▶ _Task prompt_
For this exercise, repeat the records below exactly as written.

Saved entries
+-------+
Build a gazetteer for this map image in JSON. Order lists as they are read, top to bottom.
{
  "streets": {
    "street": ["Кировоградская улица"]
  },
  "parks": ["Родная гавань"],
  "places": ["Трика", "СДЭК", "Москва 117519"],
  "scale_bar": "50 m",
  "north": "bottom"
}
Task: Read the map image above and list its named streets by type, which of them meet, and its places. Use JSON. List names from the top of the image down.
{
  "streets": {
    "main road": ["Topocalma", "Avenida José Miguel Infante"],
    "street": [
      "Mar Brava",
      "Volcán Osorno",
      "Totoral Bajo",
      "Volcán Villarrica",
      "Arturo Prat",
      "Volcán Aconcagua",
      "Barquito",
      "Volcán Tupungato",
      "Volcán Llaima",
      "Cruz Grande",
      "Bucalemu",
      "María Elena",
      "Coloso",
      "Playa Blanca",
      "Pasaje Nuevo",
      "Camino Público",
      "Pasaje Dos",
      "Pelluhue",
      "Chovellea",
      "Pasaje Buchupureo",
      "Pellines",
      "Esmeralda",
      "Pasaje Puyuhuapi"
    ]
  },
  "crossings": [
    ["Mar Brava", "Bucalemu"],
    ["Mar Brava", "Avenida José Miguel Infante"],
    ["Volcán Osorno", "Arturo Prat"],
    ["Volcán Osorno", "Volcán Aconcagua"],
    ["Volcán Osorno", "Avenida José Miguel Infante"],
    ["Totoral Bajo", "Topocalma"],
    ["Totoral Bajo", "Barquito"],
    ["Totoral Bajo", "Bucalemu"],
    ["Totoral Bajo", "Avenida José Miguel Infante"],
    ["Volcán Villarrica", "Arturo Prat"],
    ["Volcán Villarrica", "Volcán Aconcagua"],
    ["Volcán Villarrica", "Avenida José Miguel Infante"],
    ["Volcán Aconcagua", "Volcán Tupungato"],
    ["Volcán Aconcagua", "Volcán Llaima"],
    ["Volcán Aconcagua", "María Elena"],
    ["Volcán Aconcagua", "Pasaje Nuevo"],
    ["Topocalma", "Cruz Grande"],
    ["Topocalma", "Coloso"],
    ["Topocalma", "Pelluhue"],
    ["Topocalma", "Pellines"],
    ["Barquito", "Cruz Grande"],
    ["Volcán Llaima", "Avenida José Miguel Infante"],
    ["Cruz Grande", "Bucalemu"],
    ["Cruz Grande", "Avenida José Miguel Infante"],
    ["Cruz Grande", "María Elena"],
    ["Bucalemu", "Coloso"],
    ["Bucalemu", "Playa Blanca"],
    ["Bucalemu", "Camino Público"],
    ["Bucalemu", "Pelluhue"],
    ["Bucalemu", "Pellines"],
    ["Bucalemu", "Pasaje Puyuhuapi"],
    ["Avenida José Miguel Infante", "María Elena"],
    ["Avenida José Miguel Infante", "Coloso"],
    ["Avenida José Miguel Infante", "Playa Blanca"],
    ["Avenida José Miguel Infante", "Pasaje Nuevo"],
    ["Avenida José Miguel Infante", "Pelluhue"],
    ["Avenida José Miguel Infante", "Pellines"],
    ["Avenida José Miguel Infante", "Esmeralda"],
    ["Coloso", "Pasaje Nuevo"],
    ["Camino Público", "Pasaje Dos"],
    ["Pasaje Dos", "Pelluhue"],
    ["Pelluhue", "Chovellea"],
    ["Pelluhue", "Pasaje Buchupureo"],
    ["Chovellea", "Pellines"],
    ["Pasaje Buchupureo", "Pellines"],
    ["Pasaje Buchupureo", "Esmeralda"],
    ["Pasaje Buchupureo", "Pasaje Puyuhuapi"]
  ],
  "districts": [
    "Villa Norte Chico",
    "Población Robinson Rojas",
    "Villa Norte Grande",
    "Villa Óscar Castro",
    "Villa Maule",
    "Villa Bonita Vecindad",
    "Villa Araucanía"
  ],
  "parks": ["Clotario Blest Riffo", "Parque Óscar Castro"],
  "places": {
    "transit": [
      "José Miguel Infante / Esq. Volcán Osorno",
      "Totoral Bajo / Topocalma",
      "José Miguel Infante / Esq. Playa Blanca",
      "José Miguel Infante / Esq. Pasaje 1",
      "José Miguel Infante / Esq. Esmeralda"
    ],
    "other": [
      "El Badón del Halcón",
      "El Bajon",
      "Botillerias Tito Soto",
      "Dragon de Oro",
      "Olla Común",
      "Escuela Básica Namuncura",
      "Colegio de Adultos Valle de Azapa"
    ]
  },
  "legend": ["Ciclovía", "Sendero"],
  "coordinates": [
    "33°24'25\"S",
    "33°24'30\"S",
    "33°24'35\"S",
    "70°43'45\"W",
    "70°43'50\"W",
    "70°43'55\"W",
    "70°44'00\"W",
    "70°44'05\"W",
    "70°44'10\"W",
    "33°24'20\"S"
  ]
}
+-------+
▶ _Result for this exercise_
Build a gazetteer for this map image in JSON. Order lists as they are read, top to bottom.
{
  "streets": {
    "street": ["Кировоградская улица"]
  },
  "parks": ["Родная гавань"],
  "places": ["Трика", "СДЭК", "Москва 117519"],
  "scale_bar": "50 m",
  "north": "bottom"
}
Task: Read the map image above and list its named streets by type, which of them meet, and its places. Use JSON. List names from the top of the image down.
{
  "streets": {
    "main road": ["Topocalma", "Avenida José Miguel Infante"],
    "street": [
      "Mar Brava",
      "Volcán Osorno",
      "Totoral Bajo",
      "Volcán Villarrica",
      "Arturo Prat",
      "Volcán Aconcagua",
      "Barquito",
      "Volcán Tupungato",
      "Volcán Llaima",
      "Cruz Grande",
      "Bucalemu",
      "María Elena",
      "Coloso",
      "Playa Blanca",
      "Pasaje Nuevo",
      "Camino Público",
      "Pasaje Dos",
      "Pelluhue",
      "Chovellea",
      "Pasaje Buchupureo",
      "Pellines",
      "Esmeralda",
      "Pasaje Puyuhuapi"
    ]
  },
  "crossings": [
    ["Mar Brava", "Bucalemu"],
    ["Mar Brava", "Avenida José Miguel Infante"],
    ["Volcán Osorno", "Arturo Prat"],
    ["Volcán Osorno", "Volcán Aconcagua"],
    ["Volcán Osorno", "Avenida José Miguel Infante"],
    ["Totoral Bajo", "Topocalma"],
    ["Totoral Bajo", "Barquito"],
    ["Totoral Bajo", "Bucalemu"],
    ["Totoral Bajo", "Avenida José Miguel Infante"],
    ["Volcán Villarrica", "Arturo Prat"],
    ["Volcán Villarrica", "Volcán Aconcagua"],
    ["Volcán Villarrica", "Avenida José Miguel Infante"],
    ["Volcán Aconcagua", "Volcán Tupungato"],
    ["Volcán Aconcagua", "Volcán Llaima"],
    ["Volcán Aconcagua", "María Elena"],
    ["Volcán Aconcagua", "Pasaje Nuevo"],
    ["Topocalma", "Cruz Grande"],
    ["Topocalma", "Coloso"],
    ["Topocalma", "Pelluhue"],
    ["Topocalma", "Pellines"],
    ["Barquito", "Cruz Grande"],
    ["Volcán Llaima", "Avenida José Miguel Infante"],
    ["Cruz Grande", "Bucalemu"],
    ["Cruz Grande", "Avenida José Miguel Infante"],
    ["Cruz Grande", "María Elena"],
    ["Bucalemu", "Coloso"],
    ["Bucalemu", "Playa Blanca"],
    ["Bucalemu", "Camino Público"],
    ["Bucalemu", "Pelluhue"],
    ["Bucalemu", "Pellines"],
    ["Bucalemu", "Pasaje Puyuhuapi"],
    ["Avenida José Miguel Infante", "María Elena"],
    ["Avenida José Miguel Infante", "Coloso"],
    ["Avenida José Miguel Infante", "Playa Blanca"],
    ["Avenida José Miguel Infante", "Pasaje Nuevo"],
    ["Avenida José Miguel Infante", "Pelluhue"],
    ["Avenida José Miguel Infante", "Pellines"],
    ["Avenida José Miguel Infante", "Esmeralda"],
    ["Coloso", "Pasaje Nuevo"],
    ["Camino Público", "Pasaje Dos"],
    ["Pasaje Dos", "Pelluhue"],
    ["Pelluhue", "Chovellea"],
    ["Pelluhue", "Pasaje Buchupureo"],
    ["Chovellea", "Pellines"],
    ["Pasaje Buchupureo", "Pellines"],
    ["Pasaje Buchupureo", "Esmeralda"],
    ["Pasaje Buchupureo", "Pasaje Puyuhuapi"]
  ],
  "districts": [
    "Villa Norte Chico",
    "Población Robinson Rojas",
    "Villa Norte Grande",
    "Villa Óscar Castro",
    "Villa Maule",
    "Villa Bonita Vecindad",
    "Villa Araucanía"
  ],
  "parks": ["Clotario Blest Riffo", "Parque Óscar Castro"],
  "places": {
    "transit": [
      "José Miguel Infante / Esq. Volcán Osorno",
      "Totoral Bajo / Topocalma",
      "José Miguel Infante / Esq. Playa Blanca",
      "José Miguel Infante / Esq. Pasaje 1",
      "José Miguel Infante / Esq. Esmeralda"
    ],
    "other": [
      "El Badón del Halcón",
      "El Bajon",
      "Botillerias Tito Soto",
      "Dragon de Oro",
      "Olla Común",
      "Escuela Básica Namuncura",
      "Colegio de Adultos Valle de Azapa"
    ]
  },
  "legend": ["Ciclovía", "Sendero"],
  "coordinates": [
    "33°24'25\"S",
    "33°24'30\"S",
    "33°24'35\"S",
    "70°43'45\"W",
    "70°43'50\"W",
    "70°43'55\"W",
    "70°44'00\"W",
    "70°44'05\"W",
    "70°44'10\"W",
    "33°24'20\"S"
  ]
}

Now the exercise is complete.